Clever. And certainly recognizable enough to become the North Shore version of the Vineyard's Black Dog.

Baker is absolutely married to the positioning statement associated with his logo, which, in subliminal harmony with the city's Haunted Happenings signature event, also resembles two small ghosts drifting ahead of a larger one.

"SailM and a theme line of 'Home Port to Adventure' would instill renewed community pride in Salem and appeal to a more sophisticated, upscale caliber of local, national and international visitor," says Baker, whose latest creative project is "The 12-Second Diary," a shorthand journal for busy folks to chart personal growth.

From a historical standpoint, Baker isn't just puffing on the Y steps.

"Salem's participation in China trade was pivotal to the U.S. economic recovery from the recession of the 1780s," confirms Salem State College history professor Dane A. Morrison, 54. "Maritime legacy was Salem's motif through the early 20th century. The Witch City motif was a product of the post-World War II consumer boom. It would be quite disappointing and discouraging to see the city re-branded inaccurately again."

"The maritime fiber is the thread that links all of Salem's history," agrees Peter LaChapelle, chief of visitor services for the Salem Maritime National Historical Site. "It's the premise for people being here. Salem is architecture, culture, witches and the general integrity of the city. But 99 percent of tourists are looking for a beginning, a middle and the end of a story and Salem's is a story of American heritage through sail."

Greg Liakos, director of public relations for the Peabody Essex Museum, doesn't see it quite that unilaterally.

"Step back and think about how big an audience there is for maritime history," he says, noting the PEM has drawn more than 200,000 visitors since its June, 2003 reopening spearheaded by a Minelli, Inc. re-branding. "This is exactly what the museum went through when examining its identity. To identify itself mainly as a maritime city would be as limiting as identifying it as a witch city. In both cases, that's extraordinarily narrow.
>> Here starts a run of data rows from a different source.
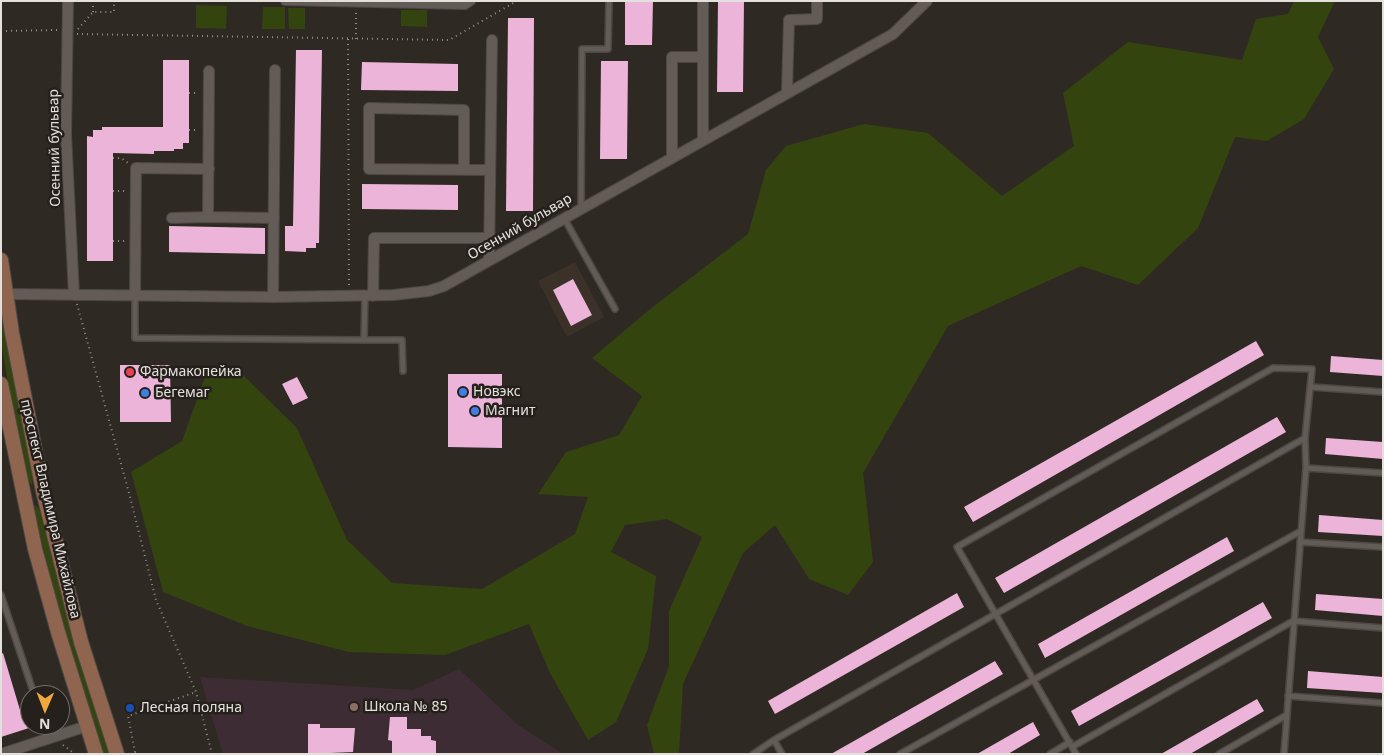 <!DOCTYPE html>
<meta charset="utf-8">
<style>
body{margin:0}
#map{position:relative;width:1384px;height:755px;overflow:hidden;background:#2f2924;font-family:"Noto Sans",sans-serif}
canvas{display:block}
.frame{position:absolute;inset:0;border:2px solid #e4e0dc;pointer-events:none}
.north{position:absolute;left:20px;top:685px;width:50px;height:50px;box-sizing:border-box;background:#25201b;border:1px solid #716d68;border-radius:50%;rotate:181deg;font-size:14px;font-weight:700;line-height:20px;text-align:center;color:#e4e0dc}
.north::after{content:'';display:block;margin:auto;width:18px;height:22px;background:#efa73e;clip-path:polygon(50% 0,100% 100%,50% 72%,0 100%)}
</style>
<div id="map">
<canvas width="1384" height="755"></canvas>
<div class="frame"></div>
<div class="north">N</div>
</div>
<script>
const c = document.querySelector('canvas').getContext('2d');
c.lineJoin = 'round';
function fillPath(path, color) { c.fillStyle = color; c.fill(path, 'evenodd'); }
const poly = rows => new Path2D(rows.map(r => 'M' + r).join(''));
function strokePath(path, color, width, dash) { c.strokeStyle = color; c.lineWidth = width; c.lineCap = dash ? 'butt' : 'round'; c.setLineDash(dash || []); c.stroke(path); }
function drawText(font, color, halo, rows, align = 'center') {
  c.font = font + ' "Noto Sans",sans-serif'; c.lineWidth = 5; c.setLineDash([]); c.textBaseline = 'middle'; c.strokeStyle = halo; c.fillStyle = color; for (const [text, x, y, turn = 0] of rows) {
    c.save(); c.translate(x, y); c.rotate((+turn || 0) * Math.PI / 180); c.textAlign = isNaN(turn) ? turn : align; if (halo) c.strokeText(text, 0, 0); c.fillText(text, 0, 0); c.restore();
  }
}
const built = poly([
 [575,262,604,317,567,337,538,281]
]);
const education = poly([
 [459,669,518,725,563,754,223,754,200,677,413,690]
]);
const green = poly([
 [1294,1,1335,1,1318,37,1334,69,1304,119,1267,141,1235,137,1198,228,1138,285,1081,266,948,326,863,473,873,562,848,595,809,579,775,525,743,553,683,684,679,754,654,754,647,725,669,666,669,611,702,537,667,519,625,525,611,552,656,576,648,649,616,722,588,740,550,673,529,624,445,655,349,652,247,626,163,592,131,472,182,441,206,374,242,374,297,428,347,540,392,583,482,589,575,534,588,497,538,494,566,452,619,435,642,396,592,358,649,310,748,234,766,170,786,146,864,124,928,133,1002,196,1074,146,1063,93,1128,42,1242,60,1256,19,1288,14],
 [196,5,227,6,226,29,196,28],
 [263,7,285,7,285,29,262,29],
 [288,8,305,8,305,29,289,29],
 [401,10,427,10,427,27,401,26],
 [1,312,33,475,32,486,26,476,6,371,1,341],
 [35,505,39,508,71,631,109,754,103,754,65,632,33,509]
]);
const building = poly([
 [625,1,653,1,652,45,625,45],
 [718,1,744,1,743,92,717,92],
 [508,18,534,18,533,211,506,211],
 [296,50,322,50,319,243,316,243,316,248,306,248,306,252,285,251,285,226,293,226],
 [163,60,189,60,189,143,183,143,183,149,174,149,174,151,154,151,154,154,113,153,113,261,87,261,87,136,93,137,93,130,102,130,102,127,163,127],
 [601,61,628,61,627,159,600,159],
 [362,62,458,64,458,91,361,90],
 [362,184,458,185,458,210,362,209],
 [169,226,265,228,265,254,169,252],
 [573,279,592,315,571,326,553,290],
 [1256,341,1264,355,973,522,964,507],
 [1331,356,1383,360,1383,376,1330,372],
 [120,365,170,365,171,422,120,422],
 [448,374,502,374,502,448,448,447],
 [297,377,308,398,293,405,282,384],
 [1277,417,1286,432,1004,593,995,578],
 [1326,438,1383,442,1383,459,1325,454],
 [1319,515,1383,520,1383,536,1318,532],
 [1227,537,1234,551,1045,658,1038,644],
 [957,593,964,607,775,714,768,701],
 [1316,594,1383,599,1383,616,1315,610],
 [1263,602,1272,618,1079,726,1071,711],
 [3,653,20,710,23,709,29,728,1,737,1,654],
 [995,661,1003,674,862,754,831,754],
 [1308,671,1383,677,1383,693,1307,688],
 [1257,699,1264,711,1190,754,1161,754],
 [390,717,407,717,407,729,421,729,421,736,431,736,431,740,436,741,436,754,392,754,392,741,388,740],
 [1033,722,1040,735,1008,754,977,754],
 [308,724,320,724,320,728,355,728,353,752,308,754]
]);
const path = poly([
 [93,12,93,1],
 [78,29,93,12,114,12,114,1],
 [1,31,58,30],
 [77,34,449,40,517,1],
 [348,39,349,286],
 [356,39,356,11],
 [189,93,199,93],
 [189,130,199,130],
 [113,158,121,158,128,163],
 [113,191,126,191],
 [113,241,125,241],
 [77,304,129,493,156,600,196,692,212,754],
 [63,745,75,754],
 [130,754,135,752,128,716,196,692]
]);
const service = poly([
 [581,208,582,49,608,49,609,1],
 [564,218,615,309],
 [135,296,135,338,364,340,365,296],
 [364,340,402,340,403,371],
 [1311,387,1383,392],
 [1306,468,1383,473],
 [1300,542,1383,547],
 [1,595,32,688],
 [1288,696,1383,703],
 [774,740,1305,438,1306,468,1284,754],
 [1072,747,1293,621,1383,628],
 [753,754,774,740,782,754],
 [900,754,1301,531],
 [1050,754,1070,742],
 [1076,754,957,547,1273,368,1312,369,1305,438],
 [1219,754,1285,716]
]);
const pedestrian = poly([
 [285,1,465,5,471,1]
]);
const minor = poly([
 [68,1,66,134,74,295],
 [703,1,703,139],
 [209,71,208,217,274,218],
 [787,92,789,20,817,19,817,1],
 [672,157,672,57,703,57],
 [464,170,464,110,369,108,369,169,490,170],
 [172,218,208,217],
 [489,260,492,40],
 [6,294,273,297,393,295,429,291,444,286,893,34,927,1],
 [135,296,136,168,209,169],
 [373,296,374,238,489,238],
 [273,297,275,70],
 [1,754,87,726]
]);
const secondary = poly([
 [1,260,12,333,43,491,81,642,117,754],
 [1,384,35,549,58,632,96,754]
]);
const markers = [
 [130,372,5,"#e0444e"],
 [463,392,5,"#3f7fe0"],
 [145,393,5,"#3f7fe0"],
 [475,411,5,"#3f7fe0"],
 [354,707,5,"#8d6e63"],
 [130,708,5,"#1a4fb4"]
];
const streetNames = [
 ["Осенний бульвар",55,148,-91],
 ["Осенний бульвар",520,227,-30],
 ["проспект Владимира Михайлова",50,509,77]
];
const poiNames = [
 ["Фармакопейка",140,372],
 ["Новэкс",473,392],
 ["Бегемаг",155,393],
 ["Магнит",485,411],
 ["Школа № 85",364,707],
 ["Лесная поляна",140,708]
];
fillPath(built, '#3c3128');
fillPath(education, '#3e2c34');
fillPath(green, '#34440f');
fillPath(building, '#ebb4d8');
strokePath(service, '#4c4844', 8);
strokePath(pedestrian, '#4c4844', 10);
strokePath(minor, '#4c4844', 12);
strokePath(secondary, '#4c4844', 16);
strokePath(path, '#928d89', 2, [1, 4]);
strokePath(service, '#625b56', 5);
strokePath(pedestrian, '#625b56', 8);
strokePath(minor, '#625b56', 10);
strokePath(secondary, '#906550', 14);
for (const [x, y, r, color] of markers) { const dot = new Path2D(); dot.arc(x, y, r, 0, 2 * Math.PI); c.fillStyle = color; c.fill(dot); strokePath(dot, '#25201b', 2); }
drawText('14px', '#e4e0dc', '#25201b', streetNames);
drawText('14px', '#e4e0dc', '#25201b', poiNames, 'left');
</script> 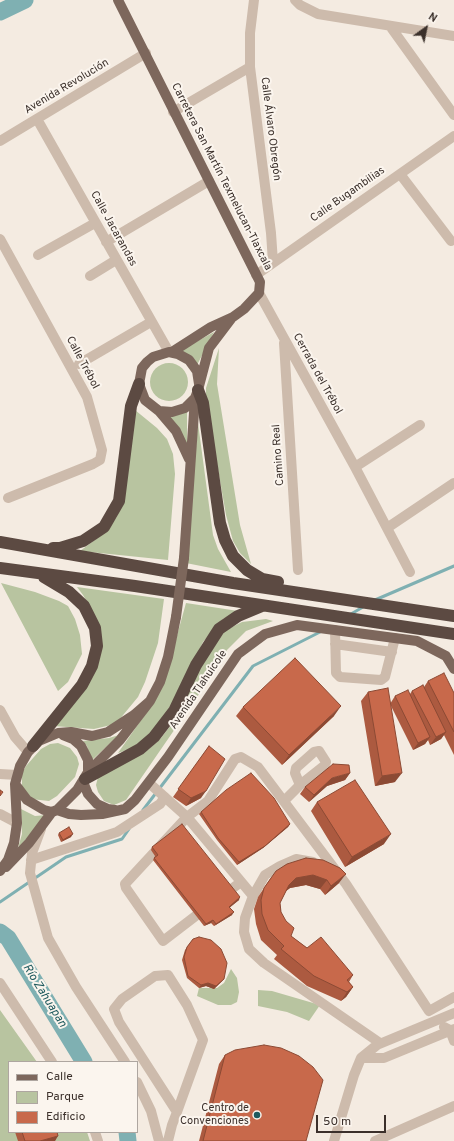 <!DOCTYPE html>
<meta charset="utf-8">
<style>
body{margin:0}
#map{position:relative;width:454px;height:1141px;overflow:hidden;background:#f4ebe1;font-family:Overpass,sans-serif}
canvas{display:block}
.legend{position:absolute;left:8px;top:1061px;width:130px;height:72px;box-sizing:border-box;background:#fbf5ee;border:1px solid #aea6a0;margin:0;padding:5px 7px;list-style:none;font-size:12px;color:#3b302b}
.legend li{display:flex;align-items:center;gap:8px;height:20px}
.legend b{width:20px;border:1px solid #aea6a0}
.north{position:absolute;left:406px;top:8px;width:40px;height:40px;-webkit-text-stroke:3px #fbf5ee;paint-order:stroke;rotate:33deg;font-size:11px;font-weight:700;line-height:16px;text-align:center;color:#3b302b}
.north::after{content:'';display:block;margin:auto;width:14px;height:18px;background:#3b302b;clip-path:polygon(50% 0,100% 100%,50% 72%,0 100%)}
.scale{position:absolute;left:316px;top:1115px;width:70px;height:18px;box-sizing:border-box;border:2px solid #3b302b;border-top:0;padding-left:5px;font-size:12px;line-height:14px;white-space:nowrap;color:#3b302b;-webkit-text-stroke:3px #fbf5ee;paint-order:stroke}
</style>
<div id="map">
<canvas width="454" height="1141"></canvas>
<ul class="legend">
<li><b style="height:5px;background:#7d675c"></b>Calle</li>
<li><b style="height:11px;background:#b8c4a0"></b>Parque</li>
<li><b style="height:11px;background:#c8694b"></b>Edificio</li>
</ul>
<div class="north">N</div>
<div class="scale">50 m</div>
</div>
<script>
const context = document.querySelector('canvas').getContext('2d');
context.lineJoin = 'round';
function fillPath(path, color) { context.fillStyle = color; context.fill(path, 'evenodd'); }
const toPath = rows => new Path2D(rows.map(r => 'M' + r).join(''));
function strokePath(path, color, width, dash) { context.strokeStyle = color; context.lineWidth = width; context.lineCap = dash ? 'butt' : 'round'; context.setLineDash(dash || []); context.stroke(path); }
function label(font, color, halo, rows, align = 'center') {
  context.font = font + ' Overpass,sans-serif'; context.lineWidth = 4; context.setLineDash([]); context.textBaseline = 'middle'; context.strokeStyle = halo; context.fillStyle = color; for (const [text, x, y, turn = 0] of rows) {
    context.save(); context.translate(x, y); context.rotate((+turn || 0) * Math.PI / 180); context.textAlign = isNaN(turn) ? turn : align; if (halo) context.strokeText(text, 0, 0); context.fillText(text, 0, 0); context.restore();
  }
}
fillPath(toPath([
 [214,332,196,367,178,352],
 [219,348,217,384,240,525,251,564,240,553,233,541,226,515,206,400,206,388],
 '150 382a19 19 0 1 1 38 0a19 19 0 1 1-38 0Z',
 [135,410,157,428,167,439,173,454,175,474,168,560,80,551,104,533,116,518,121,507],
 [187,411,187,445,169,417],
 [198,423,213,535,218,549,231,572,186,563],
 [1,583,35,592,59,601,68,606,75,619,80,635,82,654,68,682,58,691],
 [77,587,164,599,158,643,145,682,138,697,119,720,111,725,94,729,53,726,94,673,93,612,83,595],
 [186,603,238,611,223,619,203,642,186,678,156,731,130,749,118,753,151,706,173,650],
 [266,619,273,621,246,631,227,650,199,694,126,800,114,805,104,801,98,792,96,785,98,777,149,749,161,738,178,716,205,657,224,631,242,622],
 [119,735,91,761,87,746,83,741,109,738],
 [58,743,70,748,77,757,79,764,75,777,57,796,49,801,31,799,22,788,22,773,26,766,41,749,50,744],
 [21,809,35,816,47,815,18,848,22,834],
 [231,969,237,978,239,992,237,1002,231,1005,218,1005,197,996,199,988,217,988,224,983],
 [258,990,272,991,320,1005,309,1021,287,1012,258,1006],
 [0,1010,37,1062,9,1062,9,1132,87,1132,90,1141,0,1141]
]), '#b8c4a0');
strokePath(toPath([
 [375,600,454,566],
 [351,614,363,607],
 [143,810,253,666,322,631],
 [0,902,66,857,122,839,129,829]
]), '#7fb0b2', 3);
strokePath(toPath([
 [0,12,25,0],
 [0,932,8,938,84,1062],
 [127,1132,128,1141]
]), '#7fb0b2', 17);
strokePath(toPath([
 [254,0,250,33,250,67,271,233,273,262],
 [295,0,300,5,318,14,454,36],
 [390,26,454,115],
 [173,112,250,67],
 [37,119,169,352],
 [0,141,146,53],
 [400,174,451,241],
 [0,239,87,397,102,450,100,460,93,464,8,498],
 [106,242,209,181],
 [38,255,95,223],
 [256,275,454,136],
 [90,276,116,260],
 [259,293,355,467,410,572],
 [284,343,298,570],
 [79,364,151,322],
 [355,467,420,425],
 [387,528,454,483],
 [335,630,336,673,340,677,381,680,385,677,395,638],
 [335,644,392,652],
 [0,710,15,737,28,752],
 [319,751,326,762,324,766,300,785,295,773,296,768,314,752,319,751],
 [0,774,17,775],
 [149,783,187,817,253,896],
 [284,801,300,785],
 [0,814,17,823],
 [41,829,32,853,30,873,48,938,76,987,125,1062],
 [31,860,117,832,160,804,165,797],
 [313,862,296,859,280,866,265,875,253,896,245,918,244,932,249,949,264,963,380,1043],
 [222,896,241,882],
 [206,908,163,941,126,888,125,884,187,817,208,801,235,759,241,757,258,767,346,884,429,1011,454,997],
 [0,983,52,1062],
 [444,1027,450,1030,454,1041],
 [361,1058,384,1058,454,1029],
 [137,1082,151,1111,159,1141],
 [95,1132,98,1141],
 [168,1141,172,1125,177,1112,203,1040,187,1005,168,975,155,976,122,999,114,1009,119,1022,177,1112],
 [334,1141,354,1075,361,1058,377,1045,454,1013],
 [375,1141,454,1106]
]), '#cdbbac', 10);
strokePath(toPath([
 [118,0,260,282,259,293,244,309,233,317,211,327,172,352],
 [199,384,197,371,189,360,178,354,169,352,153,357,147,362,142,368,139,384,145,400,159,411,172,412,185,408,195,398,198,390,209,348,231,319],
 [159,411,176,431,189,459],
 [184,558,195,398],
 [88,772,120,740,150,701,160,682,168,657,176,617],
 [83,782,88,794,97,804,108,809,115,810],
 [15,784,27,800,44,810,52,812,57,810,69,814,81,815,102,814,125,809,135,800,168,757,238,654,265,634,297,625,417,641,446,656,454,669],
 [57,810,77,790,88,772,88,760,81,746,73,739,63,735],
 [6,867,29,843,52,812],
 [0,871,8,860,14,843,17,823,15,784,20,766,28,752,39,741,58,733,71,732,92,736,108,732,134,715,150,701]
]), '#7d675c', 10);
strokePath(toPath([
 [198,390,203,403,220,523,225,540,233,556,247,570,262,579,278,582],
 [0,542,233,583,454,616],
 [53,548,60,548,83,541,104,527,119,501,131,406,139,384],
 [0,568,135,586,454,634],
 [33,746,82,685,92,666,97,646,95,628,84,606,69,592,44,577],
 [85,779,140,749,154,737,174,711,196,665,219,629,238,616,262,606]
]), '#5c4a42', 12);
strokePath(toPath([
 [176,617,184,558]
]), '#7d675c', 10);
fillPath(toPath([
 [428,681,454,693,454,755,444,735,441,739,430,745,428,740,425,744,413,750,390,704,395,782,375,786,361,701,368,692,390,704,395,696,410,694,412,691,424,687],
 [243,707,334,716,282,765,236,716],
 [209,746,201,798,186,806,173,797],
 [350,773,345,780,327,786,309,802,300,794,305,787],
 [317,802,384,844,345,867,311,811],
 [201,812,290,824,288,827,263,848,237,865,217,840,199,814],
 [59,833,71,837,61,842,58,835],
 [152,847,239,900,230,907,232,915,214,926,211,923,204,926,153,860,155,856,151,850],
 [287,864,339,883,325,895,320,889,306,885,290,888,286,891,280,903,281,912,291,936,307,948,353,975,349,982,353,987,346,997,341,1001,307,986,274,959,277,955,261,940,256,924,254,909,258,897,270,879],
 [193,939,222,981,214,989,206,986,199,988,187,978,182,960,185,950],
 [225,1055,306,1141,199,1141,219,1064],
 [15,1132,57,1132,55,1141,18,1141]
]), '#ac5a40');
fillPath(toPath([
 [341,706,334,716,282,765,289,755],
 [446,732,441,739,430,745,436,737],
 [430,737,425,744,413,750,418,743],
 [350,773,345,780,327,786,309,802,314,795,332,778],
 [402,773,395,782,375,786,382,776],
 [206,791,201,798,186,806,191,798],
 [290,824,288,827,263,848,237,865,239,862],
 [73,834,71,837,61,842,63,840],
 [391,834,384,844,345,867,352,857],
 [346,874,339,883,325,895,331,886],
 [313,875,327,880,320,889,306,885,290,888,282,894,289,885,296,878],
 [240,897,239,900,228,909,229,907],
 [234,912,232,915,214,926,216,924],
 [213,920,211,923,204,926,206,924],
 [224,979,214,989,206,986,199,988,201,985],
 [353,987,346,997,341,1001,347,992],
 [58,1136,55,1141,40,1141]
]), '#8c4a34');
const building = toPath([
 [295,658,341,706,289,755,243,707,295,658],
 [444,673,454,693,454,732,428,681,444,673],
 [423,685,446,732,436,737,412,691,423,685],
 [388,688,402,773,382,776,368,692,388,688],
 [408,690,430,737,418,743,395,696,408,690],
 [209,746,225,759,206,791,191,798,178,789,209,746],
 [333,764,349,765,350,773,332,778,314,795,305,787,333,764],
 [251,773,274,798,290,824,265,846,239,862,218,838,201,812,226,790,251,773],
 [355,780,391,834,352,857,317,802,355,780],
 [0,790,3,792,0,796,0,790],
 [182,824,240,897,229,907,234,912,216,924,213,920,206,924,154,858,158,855,152,847,182,824],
 [69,827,73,834,63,840,59,833,69,827],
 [306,858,323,860,340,868,346,874,331,886,327,880,313,875,296,878,289,885,280,903,281,912,286,921,294,928,291,936,307,948,321,937,353,975,347,980,353,987,347,992,314,976,281,949,284,946,268,930,262,914,261,900,264,888,276,871,287,864,306,858],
 [199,937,211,940,221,949,227,963,224,979,216,986,208,983,201,985,188,976,184,957,187,947,193,939,199,937],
 [264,1045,281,1048,299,1056,313,1067,323,1080,306,1141,203,1141,225,1055,235,1050,264,1045],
 [22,1132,57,1132,58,1136,40,1141,25,1141,22,1132]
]);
fillPath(building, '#c8694b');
strokePath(building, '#8c4a34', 1);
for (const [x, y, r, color] of [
 [257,1115,4,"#1f5a5e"]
]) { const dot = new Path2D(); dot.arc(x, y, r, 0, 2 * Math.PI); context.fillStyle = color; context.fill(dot); strokePath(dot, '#fbf5ee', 1.5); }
label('11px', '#3b302b', '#fbf5ee', [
 ["Avenida Revolución",67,87,-31],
 ["Calle Álvaro Obregón",270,129,83],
 ["Carretera San Martín Texmelucan-Tlaxcala",221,177,63],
 ["Calle Bugambilias",348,195,-35],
 ["Calle Jacarandas",113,229,61],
 ["Calle Trébol",82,363,62],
 ["Cerrada del Trébol",317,374,61],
 ["Camino Real",279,455,-94],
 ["Avenida Tlahuicole",199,690,-56]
]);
label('11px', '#3b302b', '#fbf5ee', [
 ["Centro de",249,1109],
 ["Convenciones",249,1122]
], 'right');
label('italic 12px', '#1f5a5e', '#fbf5ee', [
 ["Río Zahuapan",44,996,58]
]);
</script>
This city has so much more to offer."

Baker, then, appears marooned in anonymity with a strong opinion and a nifty logo. Or at least near-anonymity. After offering a glimpse of his campaign to Wenham's Mullen Advertising, agency honcho Jim Mullen called Baker's concept "a big idea, ripe for multidiscipline development," in an August, 2003 letter.

"I'm surprised I don't know (Baker's) name," says Minelli with a tinge of regret. "I wish he'd been in on our committee workshops. It sounds like he's got something to offer."

Telling Salem's new story, whatever the final version, won't be easy.

"With the current budget, we'll have to be really smart about the places we choose to get the message out," says Minelli, noting the city will need new, creative signage to link, say, the Essex Street pedestrian mall to the McIntyre District of mansions along Chestnut Street. "It will be printing and billboard at first. It'd be optimal to raise more money and do it at an industry-standard level as opposed to how we have to do it now."

For the moment, big-donor or corporate dollars have yet to enter the equation.

"I can't answer where that money we'll need will come from, but I'm optimistic it'll be there," says the Main Street Initiative's Meche.

"We have only modest funds to work with, so we need to generate funds to carry out the campaign," adds Destination Salem's Burchfield. "We feel it's a plan individuals and businesses will feel compelled to participate in."

Not unanimously.

"These people are going about it entirely the wrong way," says Day. "They want to stop aggressively promoting (witch lore) because they don't want to maintain it because they don't want it. But over my dead body will they ever disassociate this town from witches. It's sad we can't all work together."

For his part, Minelli is convinced everyone can.

"We still have a lot of work to do," says Minelli. "But I'm more certain than ever that this is the right thing to do, this is the right time to do it and this is the place."